The questions pertaining to the proposed Class are: “whether Defendants disclosed material information that includes non-GAAP financial measures without providing a reconciliation of the same non-GAAP financial measures to their most directly comparable GAAP equivalent in violation of Section 14(a) of the Exchange Act”; “whether Defendants have misrepresented or omitted material information concerning the Proposed Transaction in the Proxy in violation of Section 14(a) of the Exchange Act”; “whether the Individual Defendants have violated Section 20(a) of the Exchange Act”; and “whether Plaintiff and other members of the Class will suffer irreparable harm if compelled to vote their shares regarding the Proposed Transaction based on the materially incomplete and misleading Proxy.”
The proposed transaction would combine Adesto, which provides custom integrated circuits and embedded systems for the Industrial Internet of Things and Dialog, which provides “power management, charging, AC/DC power conversion, Wi-Fi and Bluetooth low energy technology.” Stein states that Adesto is “well-positioned for financial growth and the Merger Consideration fails to adequately compensate the Company’s shareholders.” According to Stein, the omitted information must be revealed so shareholders can assess how fair the proposed merger is and how they should vote. He adds that if this information is not disclosed prior to voting, he and the Class will have suffered economic harm.
The plaintiff alleged that the proxy statement is materially incomplete and misleading as to financial projections.
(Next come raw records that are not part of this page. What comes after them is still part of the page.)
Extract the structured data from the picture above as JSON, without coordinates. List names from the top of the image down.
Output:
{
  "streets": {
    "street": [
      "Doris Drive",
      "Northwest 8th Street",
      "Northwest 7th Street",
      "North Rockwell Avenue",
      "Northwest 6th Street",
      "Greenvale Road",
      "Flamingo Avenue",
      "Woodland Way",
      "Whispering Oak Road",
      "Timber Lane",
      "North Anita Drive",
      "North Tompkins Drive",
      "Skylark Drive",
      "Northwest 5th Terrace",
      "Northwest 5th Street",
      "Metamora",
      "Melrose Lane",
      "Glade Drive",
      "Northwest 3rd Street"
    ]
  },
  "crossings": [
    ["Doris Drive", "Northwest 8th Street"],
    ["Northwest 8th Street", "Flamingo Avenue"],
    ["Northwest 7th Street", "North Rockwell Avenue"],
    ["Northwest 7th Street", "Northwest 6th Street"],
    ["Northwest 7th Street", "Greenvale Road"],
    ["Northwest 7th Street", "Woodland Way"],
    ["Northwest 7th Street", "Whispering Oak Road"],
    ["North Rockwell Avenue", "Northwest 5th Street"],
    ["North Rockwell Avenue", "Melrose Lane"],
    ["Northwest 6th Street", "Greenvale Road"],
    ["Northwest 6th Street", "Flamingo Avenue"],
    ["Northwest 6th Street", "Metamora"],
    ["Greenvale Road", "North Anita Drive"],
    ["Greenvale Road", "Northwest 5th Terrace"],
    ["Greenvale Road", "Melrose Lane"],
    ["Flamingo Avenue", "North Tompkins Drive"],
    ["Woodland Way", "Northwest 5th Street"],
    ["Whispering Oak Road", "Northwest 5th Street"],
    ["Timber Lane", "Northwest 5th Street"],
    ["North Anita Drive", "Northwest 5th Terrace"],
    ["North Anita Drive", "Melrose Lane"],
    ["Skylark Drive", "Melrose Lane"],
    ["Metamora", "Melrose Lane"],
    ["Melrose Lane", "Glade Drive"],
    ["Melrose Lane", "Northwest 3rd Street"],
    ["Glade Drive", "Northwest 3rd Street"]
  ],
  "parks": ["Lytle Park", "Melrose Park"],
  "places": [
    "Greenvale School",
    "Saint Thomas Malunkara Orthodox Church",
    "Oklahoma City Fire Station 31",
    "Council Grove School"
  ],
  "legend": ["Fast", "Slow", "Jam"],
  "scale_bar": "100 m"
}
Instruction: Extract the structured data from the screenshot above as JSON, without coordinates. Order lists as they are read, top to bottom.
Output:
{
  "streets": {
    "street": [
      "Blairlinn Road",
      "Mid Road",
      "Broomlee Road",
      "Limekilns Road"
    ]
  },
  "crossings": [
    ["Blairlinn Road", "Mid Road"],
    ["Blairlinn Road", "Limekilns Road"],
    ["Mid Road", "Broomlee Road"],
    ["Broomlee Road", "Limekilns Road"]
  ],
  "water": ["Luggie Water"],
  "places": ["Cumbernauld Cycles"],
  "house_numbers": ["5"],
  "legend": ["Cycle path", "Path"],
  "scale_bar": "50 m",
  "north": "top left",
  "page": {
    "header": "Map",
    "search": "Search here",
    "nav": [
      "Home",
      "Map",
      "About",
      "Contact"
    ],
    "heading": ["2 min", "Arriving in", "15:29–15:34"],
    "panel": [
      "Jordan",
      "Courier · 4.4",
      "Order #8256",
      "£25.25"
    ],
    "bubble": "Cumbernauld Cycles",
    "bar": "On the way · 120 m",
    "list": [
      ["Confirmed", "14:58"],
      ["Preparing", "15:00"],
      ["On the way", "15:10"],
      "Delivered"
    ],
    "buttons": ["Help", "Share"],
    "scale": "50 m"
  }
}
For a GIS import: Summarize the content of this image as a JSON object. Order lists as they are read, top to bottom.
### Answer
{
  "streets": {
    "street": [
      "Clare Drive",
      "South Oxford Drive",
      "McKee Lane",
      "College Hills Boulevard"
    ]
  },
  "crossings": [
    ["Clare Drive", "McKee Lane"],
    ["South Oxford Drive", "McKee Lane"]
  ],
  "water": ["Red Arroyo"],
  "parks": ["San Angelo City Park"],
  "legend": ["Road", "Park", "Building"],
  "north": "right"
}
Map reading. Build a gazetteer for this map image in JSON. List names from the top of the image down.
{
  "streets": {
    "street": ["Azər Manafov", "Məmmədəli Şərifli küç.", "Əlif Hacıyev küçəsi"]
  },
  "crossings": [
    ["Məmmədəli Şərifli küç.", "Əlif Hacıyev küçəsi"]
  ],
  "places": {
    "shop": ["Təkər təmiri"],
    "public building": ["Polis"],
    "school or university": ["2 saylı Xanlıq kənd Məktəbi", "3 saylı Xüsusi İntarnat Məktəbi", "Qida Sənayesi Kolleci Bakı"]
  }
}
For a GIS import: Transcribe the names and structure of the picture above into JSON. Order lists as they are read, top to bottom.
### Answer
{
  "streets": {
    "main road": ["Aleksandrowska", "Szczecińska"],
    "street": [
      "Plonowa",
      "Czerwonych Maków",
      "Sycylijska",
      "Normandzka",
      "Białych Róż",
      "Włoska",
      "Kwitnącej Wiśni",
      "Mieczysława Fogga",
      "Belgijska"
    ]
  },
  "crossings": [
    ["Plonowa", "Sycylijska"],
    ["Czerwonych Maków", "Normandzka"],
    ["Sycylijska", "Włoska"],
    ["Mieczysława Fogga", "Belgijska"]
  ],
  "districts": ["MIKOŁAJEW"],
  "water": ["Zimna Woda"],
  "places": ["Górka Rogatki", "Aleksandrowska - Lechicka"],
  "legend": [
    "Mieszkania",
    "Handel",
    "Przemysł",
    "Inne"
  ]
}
These projections do not give shareholders a complete understanding of the assumptions and factors used to create the projections, including the use or non-use of Generally Accepted Accounting Principles (GAAP) standards; The plaintiff alleges this constitutes a violation Regulation G and SEC Rule 14a-9. In order to comply, Adesto “must provide a reconciliation of the non-GAAP financial measures to their respective most comparable GAAP financial measures.”
Stein has sought to certify the Class and himself as Class Representative and his counsel as Class Counsel, to enjoin Adesto from proceeding with the shareholder vote or completing the merger until omitted information is disclosed, an award for damages, costs and fees, and other relief as determined by the court.